Warning sign

Glasgow haulier John G Russell (Transport) has warned the distribution sector of a “difficult” 12 months ahead as costs keep rising while rates and profit margins continue to stagnate.

Alan Poulton, chief executive, logistics at the group, told MT the firm was finding it increasingly difficult to squeeze further efficiencies out of its operation and said that, in terms of rates: “We are not getting, and have not got for some time now, an increase that reflects the quality and level of service that we offer or the increase in costs we have to swallow.”

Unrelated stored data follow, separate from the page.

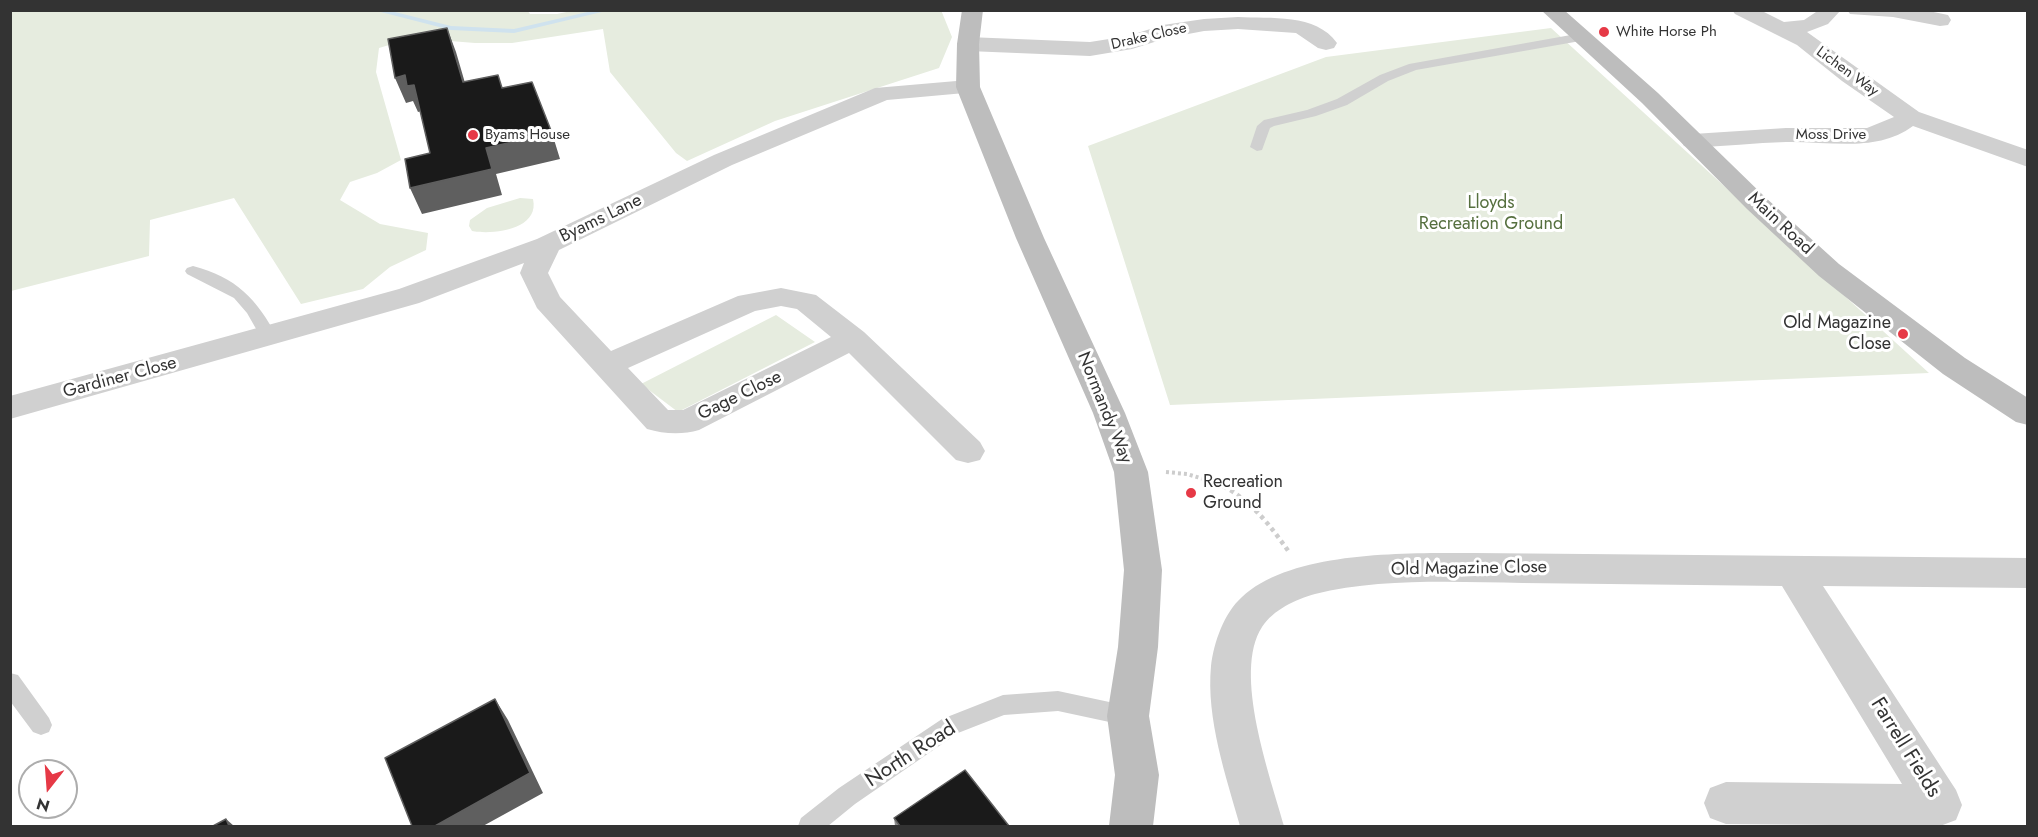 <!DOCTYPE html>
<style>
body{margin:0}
#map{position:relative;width:2038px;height:837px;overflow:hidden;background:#fff;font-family:Jost,sans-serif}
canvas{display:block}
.frame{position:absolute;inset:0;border:12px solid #333;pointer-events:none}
.north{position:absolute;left:18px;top:759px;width:60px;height:60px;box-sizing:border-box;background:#fff;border:2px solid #adadad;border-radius:50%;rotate:197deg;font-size:16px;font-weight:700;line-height:24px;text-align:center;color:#333}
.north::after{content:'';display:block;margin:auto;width:21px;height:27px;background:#e63946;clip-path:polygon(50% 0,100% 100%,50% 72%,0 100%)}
</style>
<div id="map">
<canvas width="2038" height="837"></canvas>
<div class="frame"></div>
<div class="north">N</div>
</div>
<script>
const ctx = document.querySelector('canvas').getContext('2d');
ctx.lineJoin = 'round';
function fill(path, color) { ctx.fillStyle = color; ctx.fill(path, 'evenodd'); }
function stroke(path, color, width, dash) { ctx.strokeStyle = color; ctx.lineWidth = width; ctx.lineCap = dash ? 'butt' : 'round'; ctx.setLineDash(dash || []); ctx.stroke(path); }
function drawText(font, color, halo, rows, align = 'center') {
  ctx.font = font + ' Jost,sans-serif'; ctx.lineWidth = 6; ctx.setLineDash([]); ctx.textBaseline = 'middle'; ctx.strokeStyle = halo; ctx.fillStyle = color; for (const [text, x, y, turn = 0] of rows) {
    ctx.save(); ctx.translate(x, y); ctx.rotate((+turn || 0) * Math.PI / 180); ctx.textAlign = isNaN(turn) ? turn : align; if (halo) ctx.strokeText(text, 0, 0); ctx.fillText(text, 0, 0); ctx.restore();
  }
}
fill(new Path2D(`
 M 527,10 L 530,14 L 557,14 L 576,10 L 941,10 L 952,37 L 939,68 L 775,121 L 687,161 L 676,153 L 610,72 L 603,29 L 512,43 L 475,43 L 413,38 L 379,48 L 376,72 L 401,160 L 377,173 L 350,182 L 340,200 L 380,224 L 428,233 L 426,250 L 390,267 L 363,289 L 301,304 L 234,198 L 150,220 L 149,256 L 11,291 L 11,11 Z
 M 1551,28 L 1929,373 L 1170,405 L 1088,146 L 1326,57 Z
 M 520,198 L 533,199 C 540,230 492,235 472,231 L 469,226 L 470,220 L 487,208 Z
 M 776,315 L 815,342 L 678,412 L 641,384 Z`), '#e6ecdf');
fill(new Path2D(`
 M 373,10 L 387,10 L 451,26 L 514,29 L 596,10 L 610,10 L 514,33 L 451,30 Z`), '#cfe2ee');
stroke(new Path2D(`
 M 1166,472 L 1187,474 L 1220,484`), '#cdcdcd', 4, [3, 3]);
stroke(new Path2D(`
 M 1216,483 C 1248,496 1270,525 1289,552`), '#cdcdcd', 4.5, [4, 4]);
fill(new Path2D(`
 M 1582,33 L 1586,34 L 1586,40 L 1416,70 L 1388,81 L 1347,105 L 1316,116 L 1274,126 L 1270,128 L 1262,150 L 1257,151 L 1250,147 L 1257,126 L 1264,120 L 1307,110 L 1337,99 L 1380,75 L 1409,64 Z
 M 193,266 C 236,277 257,299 277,337 L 275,341 L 263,341 L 247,313 L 234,298 L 187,274 L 185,271 L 187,268 Z
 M 10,673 L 18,675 L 49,718 L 52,725 L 49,732 L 41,735 L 33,732 L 10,701 Z
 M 1058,691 L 1128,706 L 1136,709 L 1139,716 L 1136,723 L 1128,726 L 1058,711 L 1004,715 L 958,733 L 855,804 L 828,826 L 798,826 L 801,818 L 839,788 L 942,719 L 1003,695 Z`), '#d0d0d0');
fill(new Path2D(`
 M 1732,10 L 1760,10 L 1784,22 L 1804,20 L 1819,10 L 1841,10 L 1828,24 L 1807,32 L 1919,112 L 2028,150 L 2028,167 L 1913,126 C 1877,153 1828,141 1786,142 C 1755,143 1724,146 1693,148 L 1684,146 L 1681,141 L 1684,136 L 1693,134 L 1786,128 L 1867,128 L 1894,117 L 1842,81 L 1797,45 L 1735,14 Z
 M 1847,10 L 1924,10 L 1948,15 L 1951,20 L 1948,25 L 1940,26 L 1893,17 L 1850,14 Z
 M 1238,17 C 1270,19 1316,13 1337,43 L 1334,48 L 1326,50 L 1318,48 L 1296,33 L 1238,29 L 1204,31 L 1167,38 L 1132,49 L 1090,56 L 968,51 L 960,49 L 957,44 L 960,39 L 968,37 L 1090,42 L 1128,36 L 1163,25 L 1204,19 Z
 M 968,80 L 976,82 L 980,87 L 976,92 L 887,100 L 732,165 L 559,250 L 548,273 L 560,297 L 611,351 L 738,296 L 781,288 L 816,295 L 864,332 L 980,442 L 985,451 L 980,460 L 968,463 L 956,460 L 849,353 L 699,430 C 682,435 664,434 647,429 L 537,308 L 520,273 L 524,263 L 419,303 L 10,419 L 10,396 L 399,289 L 537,239 L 714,155 L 875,88 ZM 781,306 L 797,309 L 831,337 L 683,410 L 668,410 L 628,368 L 755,311 Z
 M 1474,553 L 2028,558 L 2028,588 L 1823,586 L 1956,790 L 1962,805 L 1956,820 L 1940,826 L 1726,824 L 1710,818 L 1704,803 L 1710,788 L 1726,782 L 1902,784 L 1782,586 C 1696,585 1610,584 1523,583 C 1457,582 1379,578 1315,594 C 1296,599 1273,610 1262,627 C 1232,673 1271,778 1284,826 L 1240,826 C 1226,776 1206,719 1211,666 C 1214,642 1224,613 1242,597 C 1292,550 1409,553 1474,553 Z`), '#d0d0d0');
fill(new Path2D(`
 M 962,10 L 983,10 L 979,44 L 980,87 L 1044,238 L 1125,413 L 1148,472 L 1162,570 L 1158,647 L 1149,716 L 1159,775 L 1153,826 L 1109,826 L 1115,775 L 1107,716 L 1118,647 L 1124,570 L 1114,472 L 1093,413 L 1016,238 L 956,87 L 957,44 Z
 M 1541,10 L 1564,10 L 1658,93 L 1765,197 L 1839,264 L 1965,358 L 2028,398 L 2028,425 L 2016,422 L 1943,374 L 1819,276 L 1747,209 L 1642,103 Z`), '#bdbdbd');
fill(new Path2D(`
 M 894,818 L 1009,826 L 895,826 Z`), '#8c8c8c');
fill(new Path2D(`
 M 447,28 L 456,52 L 472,107 L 463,82 Z
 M 405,75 L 414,85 L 425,110 L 418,112 L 413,101 L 406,103 L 395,78 Z
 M 552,133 L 560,159 L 496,174 L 502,195 L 422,214 L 410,188 L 486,148 Z
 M 495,699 L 508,720 L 543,793 L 483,826 L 435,826 Z
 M 226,819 L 234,826 L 229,826 Z`), '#5f5f5f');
const building = new Path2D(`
 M 447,28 L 463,82 L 498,75 L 502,88 L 532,82 L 552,133 L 486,148 L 492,169 L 410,188 L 405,159 L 430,153 L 414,85 L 407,86 L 405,75 L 395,78 L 388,39 Z
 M 495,699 L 530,773 L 435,826 L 412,826 L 385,758 Z
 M 965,770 L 1009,826 L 900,826 L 894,818 Z
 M 226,819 L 229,826 L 213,826 Z`);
fill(building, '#1a1a1a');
stroke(building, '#5f5f5f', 1.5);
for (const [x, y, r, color] of [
 [1604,32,6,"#e63946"],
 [473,135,6,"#e63946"],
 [1903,334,6,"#e63946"],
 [1191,493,6,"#e63946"]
]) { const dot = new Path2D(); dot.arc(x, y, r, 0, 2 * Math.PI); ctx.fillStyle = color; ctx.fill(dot); stroke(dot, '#fff', 2); }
drawText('15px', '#333', '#fff', [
 ["White Horse Ph",1616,32],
 ["Byams House",485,135]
], 'left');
drawText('15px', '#333', '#fff', [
 ["Drake Close",1149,37,-13],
 ["Lichen Way",1847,72,36],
 ["Moss Drive",1831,135]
]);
drawText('18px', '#56703f', '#fff', [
 ["Lloyds",1491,204],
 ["Recreation Ground",1491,225]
]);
drawText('18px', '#333', '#fff', [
 ["Byams Lane",601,219,-26],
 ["Main Road",1780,224,43],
 ["Gardiner Close",120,378,-15],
 ["Gage Close",740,396,-26],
 ["Normandy Way",1104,408,68],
 ["Old Magazine Close",1469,569,-1]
]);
drawText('18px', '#333', '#fff', [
 ["Old Magazine",1891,324],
 ["Close",1891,345],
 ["Recreation",1203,483,"left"],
 ["Ground",1203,504,"left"]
], 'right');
drawText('21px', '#333', '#fff', [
 ["Farrell Fields",1905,748,58],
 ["North Road",911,755,-33]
]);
</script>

Insurance costs, business rates, property overheads and vehicle expenses were all rising fast, said Poulton, and while the firm had made and continues to make every effort to increase efficiency and cut costs, it had already taken all the low-hanging fruit. “It’s getting more and more difficult to squeeze further efficiencies out of the business and our prices are not rising,” he said.

Higher costs and stagnant rates largely explain the discrepancy between the firm’s turnover and profit in the year to 31 March 2012, said Poulton. Despite raising group turnover by 11% in the year to £58.8m (2011: £53m), profit before tax fell 16% to £1.64m (2011: £1.95m).

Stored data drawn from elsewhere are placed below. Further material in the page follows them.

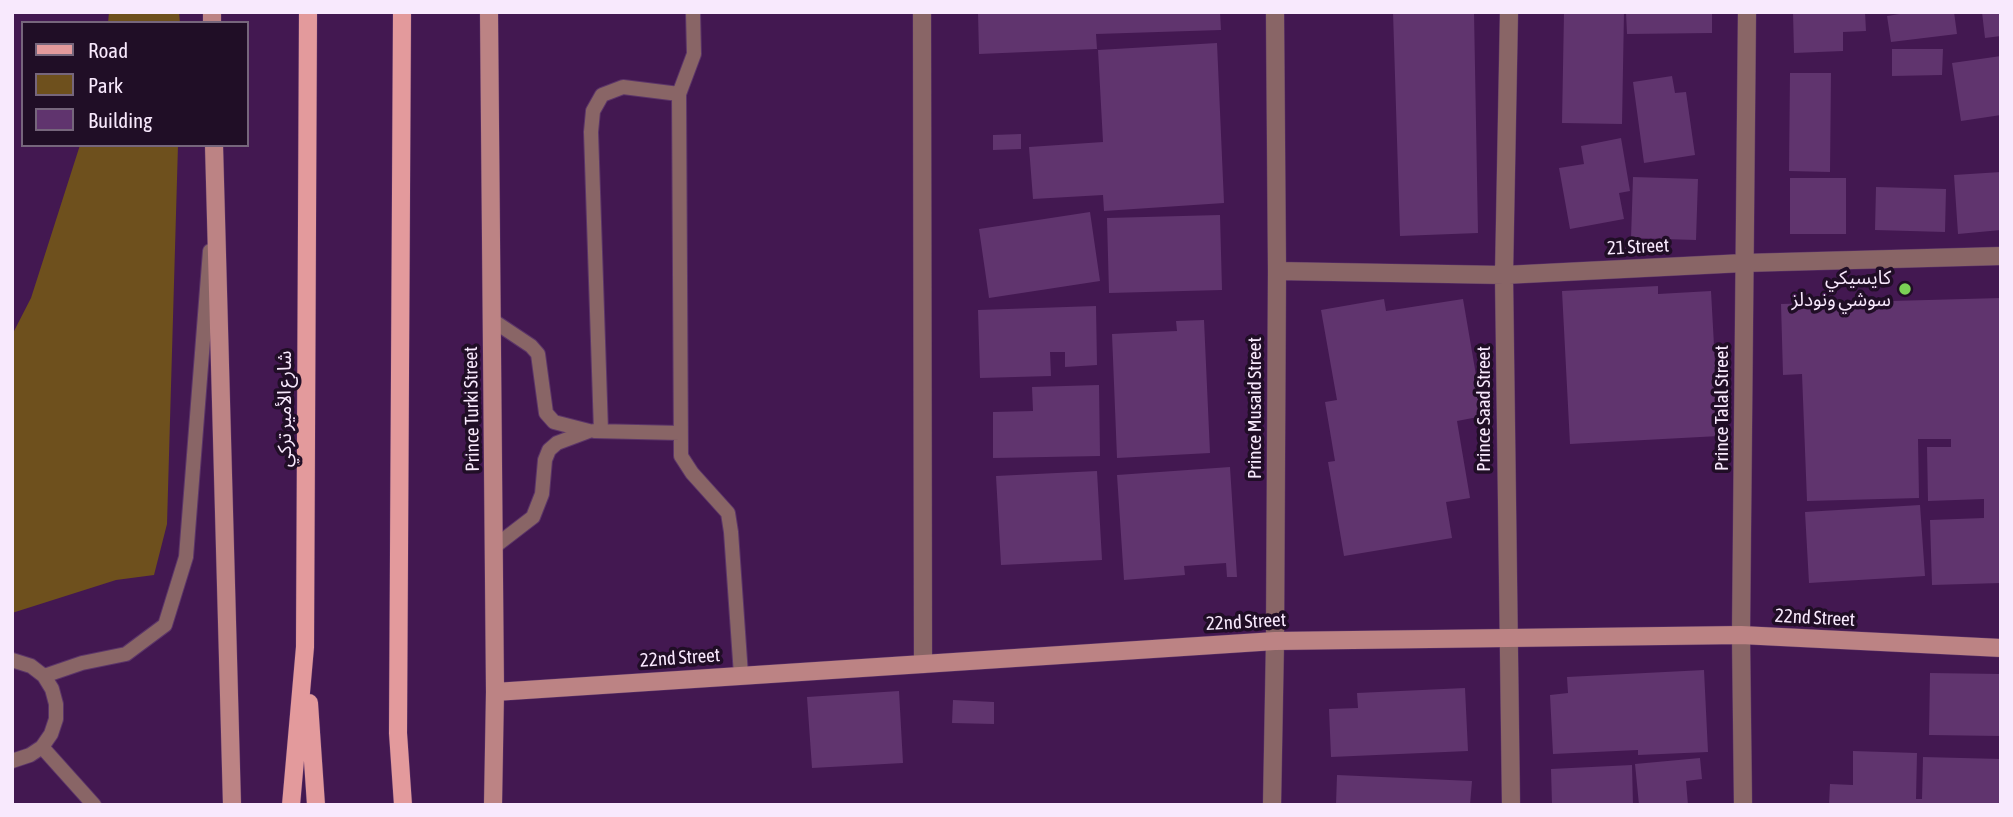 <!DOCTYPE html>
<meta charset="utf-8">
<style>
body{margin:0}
#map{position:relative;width:2013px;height:817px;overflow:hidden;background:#431851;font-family:"Asap Condensed",sans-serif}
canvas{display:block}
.frame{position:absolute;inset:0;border:14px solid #f8e9fd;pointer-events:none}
.legend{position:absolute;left:21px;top:21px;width:228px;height:126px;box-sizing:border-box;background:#200e26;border:2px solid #76667c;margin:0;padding:9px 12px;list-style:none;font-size:21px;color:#f8e9fd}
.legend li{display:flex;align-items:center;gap:14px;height:35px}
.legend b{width:35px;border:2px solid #76667c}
</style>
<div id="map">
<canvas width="2013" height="817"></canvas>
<div class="frame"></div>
<ul class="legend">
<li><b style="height:9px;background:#e39a9c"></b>Road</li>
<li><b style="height:19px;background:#6e501d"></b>Park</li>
<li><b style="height:19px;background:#60346e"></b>Building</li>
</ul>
</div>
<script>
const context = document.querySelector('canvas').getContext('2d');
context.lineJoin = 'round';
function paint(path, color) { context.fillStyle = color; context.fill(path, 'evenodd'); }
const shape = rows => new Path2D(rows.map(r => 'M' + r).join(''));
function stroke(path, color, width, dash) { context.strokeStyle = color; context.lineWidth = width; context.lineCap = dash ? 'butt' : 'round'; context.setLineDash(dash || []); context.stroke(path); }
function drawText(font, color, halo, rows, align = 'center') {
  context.font = font + ' "Asap Condensed","Noto Sans Arabic",sans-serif'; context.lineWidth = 7; context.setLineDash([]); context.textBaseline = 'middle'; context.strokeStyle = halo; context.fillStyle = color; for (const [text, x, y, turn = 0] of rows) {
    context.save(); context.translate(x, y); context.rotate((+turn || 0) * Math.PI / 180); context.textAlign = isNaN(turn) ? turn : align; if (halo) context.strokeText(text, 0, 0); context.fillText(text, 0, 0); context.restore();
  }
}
const green = shape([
 [109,12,179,12,180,23,108,23],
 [80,145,178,145,167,524,154,575,116,580,12,613,12,335,31,298]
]);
const building = shape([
 [978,12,1220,12,1221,30,1096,34,1097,49,979,54],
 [1393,12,1474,12,1478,233,1400,236],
 [1564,12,1624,12,1622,124,1562,123],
 [1626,12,1712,12,1712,33,1627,34],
 [1793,12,1865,12,1866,31,1843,32,1843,51,1794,53],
 [1912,12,1954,12,1957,34,1891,42,1887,16],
 [1982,12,2001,12,2001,36,1985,38],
 [1217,43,1224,203,1104,211,1103,195,1033,199,1029,147,1103,142,1098,50],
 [1892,49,1943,49,1942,75,1892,76],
 [2001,56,2001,115,1961,121,1952,63],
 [1790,73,1831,73,1830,172,1789,171],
 [1672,76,1675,93,1686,92,1695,155,1644,163,1633,82],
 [1021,134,1021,149,993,150,993,135],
 [1621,138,1630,191,1619,193,1624,219,1570,229,1559,168,1584,164,1581,146],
 [2001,172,2001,230,1958,234,1954,175],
 [1633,177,1698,179,1696,240,1631,238],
 [1790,178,1846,178,1846,234,1790,234],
 [1876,187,1946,189,1945,232,1875,230],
 [1090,212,1100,281,989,298,979,229],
 [1220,215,1222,290,1109,293,1107,218],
 [1658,286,1658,294,1711,291,1719,436,1570,444,1562,291],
 [2001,298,2001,583,1932,585,1930,520,1984,518,1984,499,1928,501,1927,447,1951,447,1951,439,1918,439,1919,498,1807,501,1802,374,1783,375,1781,304],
 [1384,299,1386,311,1463,299,1483,416,1457,421,1470,498,1446,502,1452,538,1344,556,1328,462,1335,461,1325,402,1337,400,1321,310],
 [1096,306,1097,365,1065,367,1065,352,1050,352,1051,376,980,378,978,310],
 [1204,320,1210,453,1117,458,1112,334,1177,331,1176,321],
 [1099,385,1100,456,993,458,993,412,1033,411,1032,387],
 [1230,467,1237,577,1227,577,1226,563,1184,566,1185,575,1124,580,1117,475],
 [1097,471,1102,560,1001,565,996,476],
 [1920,505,1925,576,1809,583,1805,512],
 [1704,670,1708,752,1638,755,1638,750,1553,754,1550,695,1568,693,1567,677],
 [1930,673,2001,674,2001,736,1929,735],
 [1465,688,1468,751,1331,757,1329,709,1358,708,1357,693],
 [899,691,903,763,812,768,807,697],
 [953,700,994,702,994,724,952,723],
 [1853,751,1917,753,1916,799,1922,799,1923,757,2001,759,2001,805,1829,805,1830,784,1853,785],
 [1700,758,1702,779,1686,781,1688,805,1639,805,1635,764],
 [1632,765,1633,805,1552,805,1551,769],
 [1337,775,1472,781,1470,805,1336,805]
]);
const lane = shape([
 [693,12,694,54,679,94,681,456,692,473,728,513,731,532,741,675],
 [492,320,531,346,538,354,546,413,554,422,589,431,557,443,549,450,545,460,542,494,533,517,494,547],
 [594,431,680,433],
 [601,431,591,132,593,111,602,95,623,87,679,94],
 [12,660,31,666,44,676,52,689,56,704,56,719,51,734,42,747,30,755,12,761],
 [44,676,82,663,126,654,165,625,186,557,210,251],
 [42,747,94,805]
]);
const street = shape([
 [922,12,923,664],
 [1509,12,1504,275,1511,805],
 [1277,271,1504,275,1744,263,2001,256],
 [1272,805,1275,641,1277,271,1275,12],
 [1743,805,1741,635,1747,12]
]);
const secondary = shape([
 [212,12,212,23],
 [489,12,495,692,493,805],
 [214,145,232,805],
 [495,692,1275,641,1741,635,2001,648]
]);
const primary = shape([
 [402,12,398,733,403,805],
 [309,703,316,805],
 [291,805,305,647,308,12]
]);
const markers = [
 [1905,289,7,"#7bd156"]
];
const streetNames = [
 ["21 Street",1638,247,-3],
 ["Prince Musaid Street",1255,408,-90],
 ["Prince Talal Street",1722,408,-90],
 ["شارع الأمير تركي",285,409,-90],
 ["Prince Turki Street",472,409,-91],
 ["Prince Saad Street",1484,409,-90],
 ["22nd Street",1815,618,3],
 ["22nd Street",1246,622,-3],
 ["22nd Street",680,658,-4]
];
const poiNames = [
 ["كايسيكي",1891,278],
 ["سوشي ونودلز",1891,300]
];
paint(green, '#6e501d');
paint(building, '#60346e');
stroke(lane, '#5c3569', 16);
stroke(street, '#5c3569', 19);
stroke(secondary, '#5c3569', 19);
stroke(primary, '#5c3569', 19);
stroke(lane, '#896566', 14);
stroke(street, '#896566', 18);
stroke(secondary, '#bc8384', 18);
stroke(primary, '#e39a9c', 18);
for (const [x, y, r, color] of markers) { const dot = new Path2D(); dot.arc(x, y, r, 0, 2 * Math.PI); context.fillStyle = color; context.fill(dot); stroke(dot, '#200e26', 2.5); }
drawText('19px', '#f8e9fd', '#200e26', streetNames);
drawText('19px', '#f8e9fd', '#200e26', poiNames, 'right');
</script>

Turnover was boosted by a number of developments in the business, he said, which included a new e-fulfilment operation at the Glasgow depot; a new national distribution service for packaging; the opening of an ATF in Glasgow; an increase in the group’s bonded warehouse capacity; and an expansion of its international operations. The group’s core logistics operations, however, remain the main driver of growth.

Looking ahead, Poulton warned the current year would be a hard one. “We’re not expecting it to be any different to 2012,” he said. “I would hope our turnover would be at least that of last year but it’s hard to say – we don’t see any light at the end of the tunnel.”